Ariana, post-op question

[Guest guest]

Hi all,

Well, the past month has been a roller-coaster that has felt very fast and like

a year at the same time! I'm updating mostly on CaringBridge for those

interested (www.caringbridge.org/arianaj4jesus) because I don't have the energy

to update more than one place. However, I'm overdue posting an update there as

well.

In short, Ari had her decompression and cervical fusion in NY with Dr. B on

November 30. It was expected to take 8 hours and took 11. Once he got in there,

he found that her cerebellar tonsils were completely wrapped around the artery

of her brain stem! It took hours to free them, and then he was able to cut them

off completely! He told us he needed to change his underwear after that (any

wrong move could have killed or paralyzed her). He then had to do the fusion

twice because her skull was too thin to hold the screws in the first area, so he

had to start over and anchor it higher up.
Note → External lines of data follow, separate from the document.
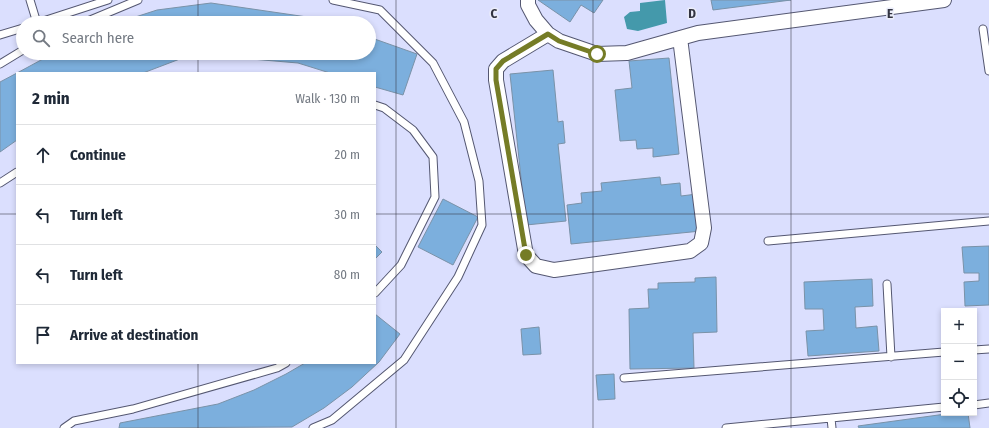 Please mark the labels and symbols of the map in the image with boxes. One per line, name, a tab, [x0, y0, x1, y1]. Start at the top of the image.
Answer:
text: C	[491, 6, 498, 21]
text: D	[688, 6, 696, 21]
text: E	[887, 6, 893, 21]
route start	[588, 45, 606, 63]
route end	[517, 246, 535, 264] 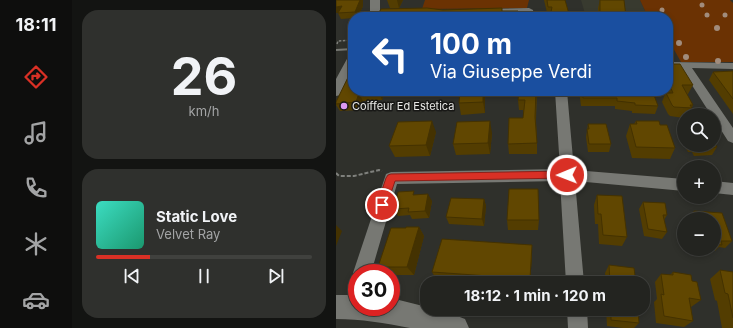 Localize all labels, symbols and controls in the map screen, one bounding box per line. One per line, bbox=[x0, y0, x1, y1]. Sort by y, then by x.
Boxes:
text: 18:11 bbox=[15, 14, 57, 35]
text: 100 m bbox=[430, 27, 512, 61]
icon: left bbox=[364, 28, 416, 80]
text: 26 bbox=[171, 45, 237, 108]
text: Via Giuseppe Verdi bbox=[430, 61, 592, 82]
icon: directions bbox=[22, 63, 50, 91]
place label: Coiffeur Ed Estetica bbox=[352, 99, 454, 113]
marker: Coiffeur Ed Estetica bbox=[339, 101, 349, 111]
text: km/h bbox=[189, 103, 219, 119]
map controls bbox=[677, 108, 721, 256]
button: search bbox=[677, 108, 721, 152]
icon: music bbox=[22, 119, 50, 147]
position arrow bbox=[546, 154, 588, 196]
button: + bbox=[677, 160, 721, 204]
icon: phone bbox=[22, 174, 50, 202]
pin bbox=[365, 188, 399, 222]
icon: arrive bbox=[371, 194, 393, 216]
text: Static Love bbox=[156, 207, 237, 226]
button: − bbox=[677, 212, 721, 256]
text: Velvet Ray bbox=[156, 226, 220, 242]
icon: climate bbox=[22, 230, 50, 258]
speed limit sign: 30 bbox=[348, 264, 400, 316]
icon: previous bbox=[121, 265, 143, 287]
icon: pause bbox=[193, 265, 215, 287]
icon: next bbox=[265, 265, 287, 287]
icon: car bbox=[22, 286, 50, 314]
text: 18:12 · 1 min · 120 m bbox=[464, 286, 606, 305]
In the end, he was very happy with

the results.

This first two weeks post-op were a nightmare. She was basically unresponsive

for days, and finally when I insisted to the nursing staff and residents that

something was wrong they did an emergency CT and found that she had brain

swelling and hydrocephalus. After a couple of days of Manitol and Decadron,

there was little change, so she had to go back to OR to have a ventricular drain

put in (basically the same as a shunt but draining into an external bag instead

of internally). It still took a few more days for her to be more alert, and then

she was in extreme pain and irritable (understandable of course but hard on the

nerves of sleep-deprived parents).

Gradually she became more alert and started eating like a dinosaur. She had

never eaten so much in her life! The doctors said it was because of the

steroids, but the appetite has continued now almost 4 weeks post-op, and she has

gained 10 pounds! Dr. B said all along that her life-long feeding issues could

easily have been caused by both anterior and posterior compression!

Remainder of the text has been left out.